### EXERCISE DETAILS
What is needed is a verbatim copy of every record below, with the pictures left out.

#### MATERIAL FOR THIS TASK ####

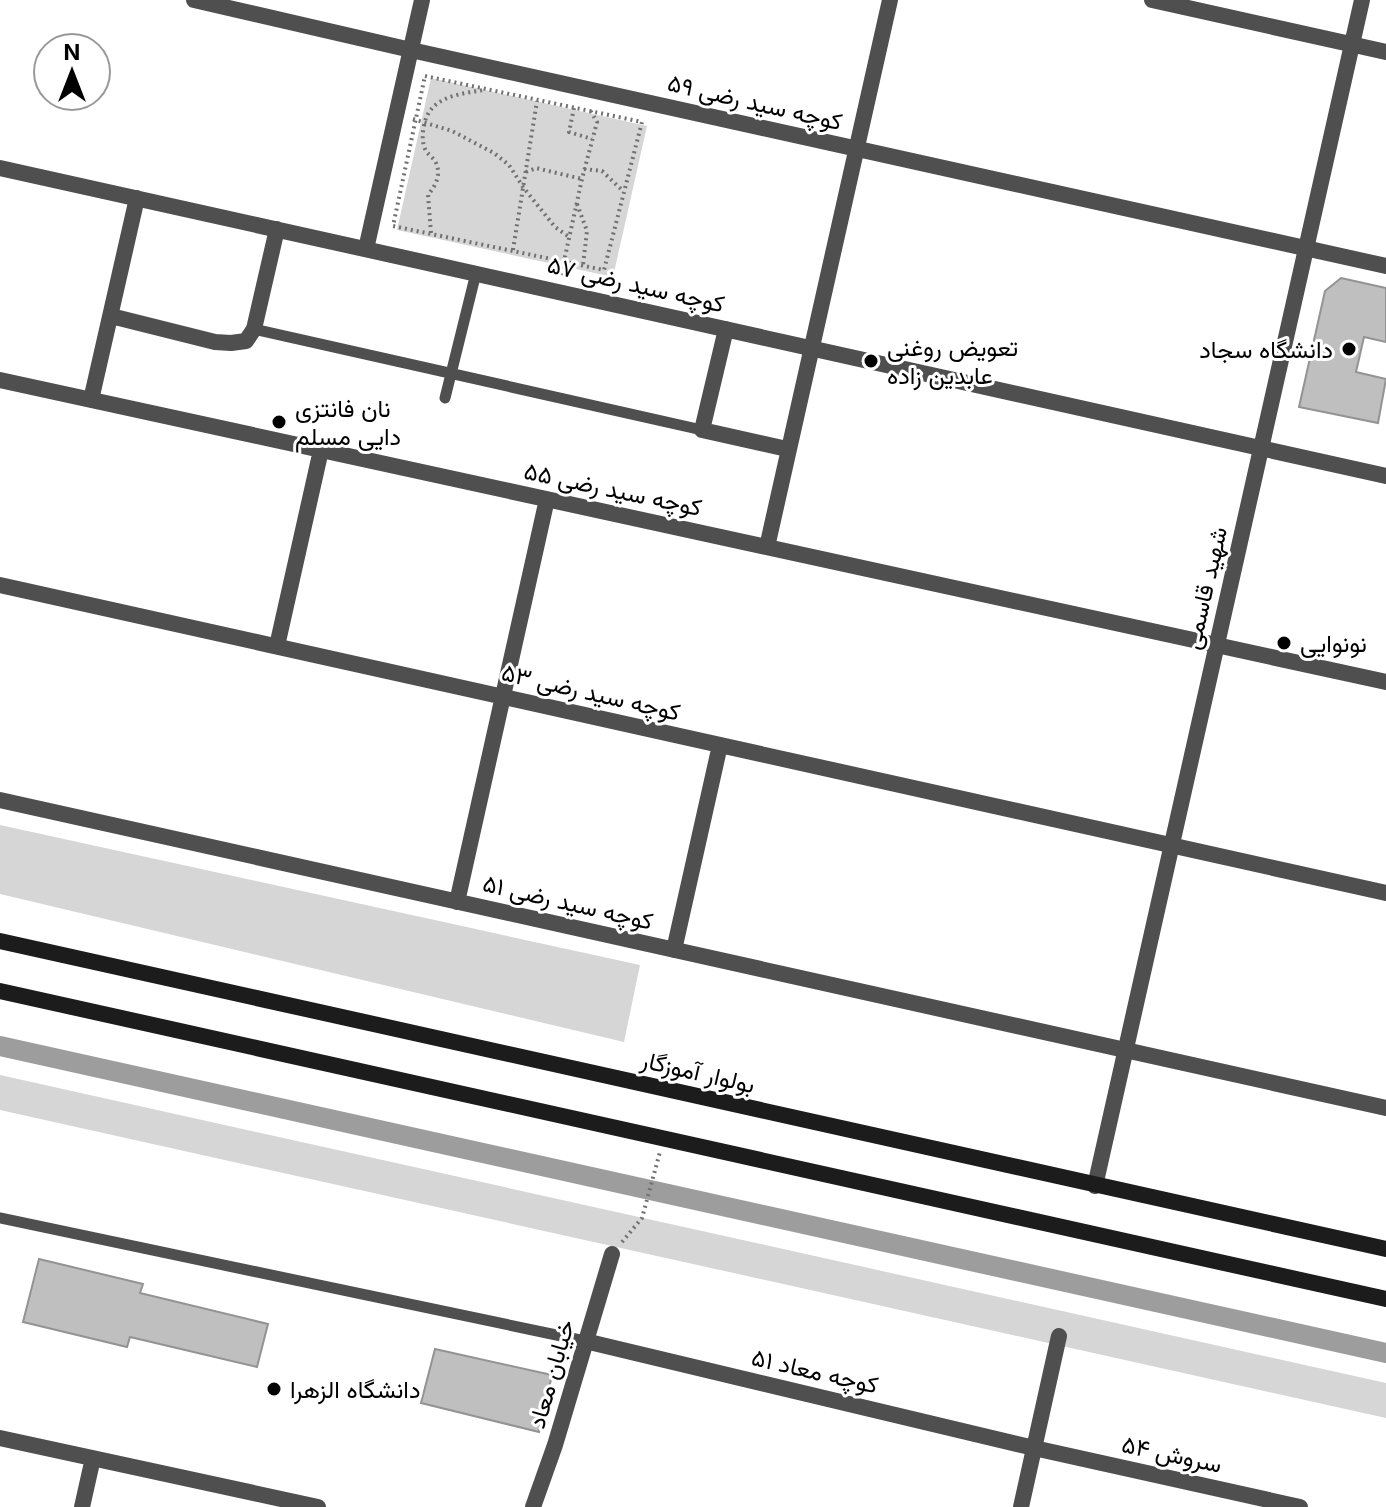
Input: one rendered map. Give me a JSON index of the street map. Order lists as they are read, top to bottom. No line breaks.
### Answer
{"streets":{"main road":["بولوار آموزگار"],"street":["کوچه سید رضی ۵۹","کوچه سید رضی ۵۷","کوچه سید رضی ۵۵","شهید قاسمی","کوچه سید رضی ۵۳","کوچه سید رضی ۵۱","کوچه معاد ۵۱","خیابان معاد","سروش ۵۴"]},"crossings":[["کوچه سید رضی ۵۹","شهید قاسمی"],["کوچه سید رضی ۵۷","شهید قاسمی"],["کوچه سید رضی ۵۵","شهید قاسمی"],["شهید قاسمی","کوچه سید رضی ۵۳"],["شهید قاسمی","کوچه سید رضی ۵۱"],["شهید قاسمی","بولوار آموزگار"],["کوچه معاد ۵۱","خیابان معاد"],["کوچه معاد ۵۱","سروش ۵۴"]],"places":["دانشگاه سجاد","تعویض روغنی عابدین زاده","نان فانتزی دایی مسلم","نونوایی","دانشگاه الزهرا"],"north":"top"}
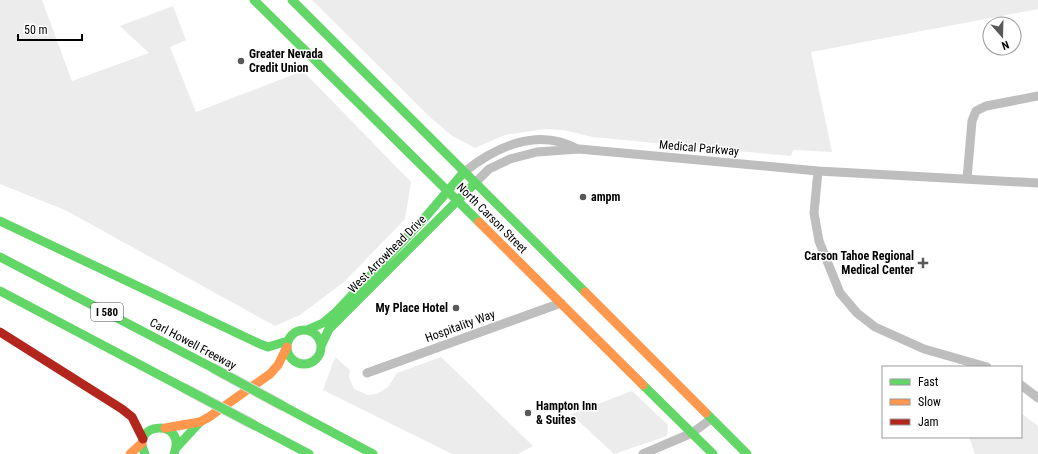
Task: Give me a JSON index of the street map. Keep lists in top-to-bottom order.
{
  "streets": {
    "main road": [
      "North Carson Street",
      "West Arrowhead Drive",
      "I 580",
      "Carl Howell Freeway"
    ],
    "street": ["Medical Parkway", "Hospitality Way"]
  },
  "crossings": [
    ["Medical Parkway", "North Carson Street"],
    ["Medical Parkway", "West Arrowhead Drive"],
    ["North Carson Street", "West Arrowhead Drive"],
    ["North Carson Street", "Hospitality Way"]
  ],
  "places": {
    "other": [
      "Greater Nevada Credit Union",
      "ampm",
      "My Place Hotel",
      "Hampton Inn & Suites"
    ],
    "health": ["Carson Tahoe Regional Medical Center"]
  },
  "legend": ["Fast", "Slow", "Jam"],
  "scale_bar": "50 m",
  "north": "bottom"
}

####

### TASK OUTPUT
Input: one rendered map. Give me a JSON index of the street map. Order lists as they are read, top to bottom. No line breaks.
### Answer
{"streets":{"main road":["بولوار آموزگار"],"street":["کوچه سید رضی ۵۹","کوچه سید رضی ۵۷","کوچه سید رضی ۵۵","شهید قاسمی","کوچه سید رضی ۵۳","کوچه سید رضی ۵۱","کوچه معاد ۵۱","خیابان معاد","سروش ۵۴"]},"crossings":[["کوچه سید رضی ۵۹","شهید قاسمی"],["کوچه سید رضی ۵۷","شهید قاسمی"],["کوچه سید رضی ۵۵","شهید قاسمی"],["شهید قاسمی","کوچه سید رضی ۵۳"],["شهید قاسمی","کوچه سید رضی ۵۱"],["شهید قاسمی","بولوار آموزگار"],["کوچه معاد ۵۱","خیابان معاد"],["کوچه معاد ۵۱","سروش ۵۴"]],"places":["دانشگاه سجاد","تعویض روغنی عابدین زاده","نان فانتزی دایی مسلم","نونوایی","دانشگاه الزهرا"],"north":"top"}
Task: Give me a JSON index of the street map. Keep lists in top-to-bottom order.
{
  "streets": {
    "main road": [
      "North Carson Street",
      "West Arrowhead Drive",
      "I 580",
      "Carl Howell Freeway"
    ],
    "street": ["Medical Parkway", "Hospitality Way"]
  },
  "crossings": [
    ["Medical Parkway", "North Carson Street"],
    ["Medical Parkway", "West Arrowhead Drive"],
    ["North Carson Street", "West Arrowhead Drive"],
    ["North Carson Street", "Hospitality Way"]
  ],
  "places": {
    "other": [
      "Greater Nevada Credit Union",
      "ampm",
      "My Place Hotel",
      "Hampton Inn & Suites"
    ],
    "health": ["Carson Tahoe Regional Medical Center"]
  },
  "legend": ["Fast", "Slow", "Jam"],
  "scale_bar": "50 m",
  "north": "bottom"
}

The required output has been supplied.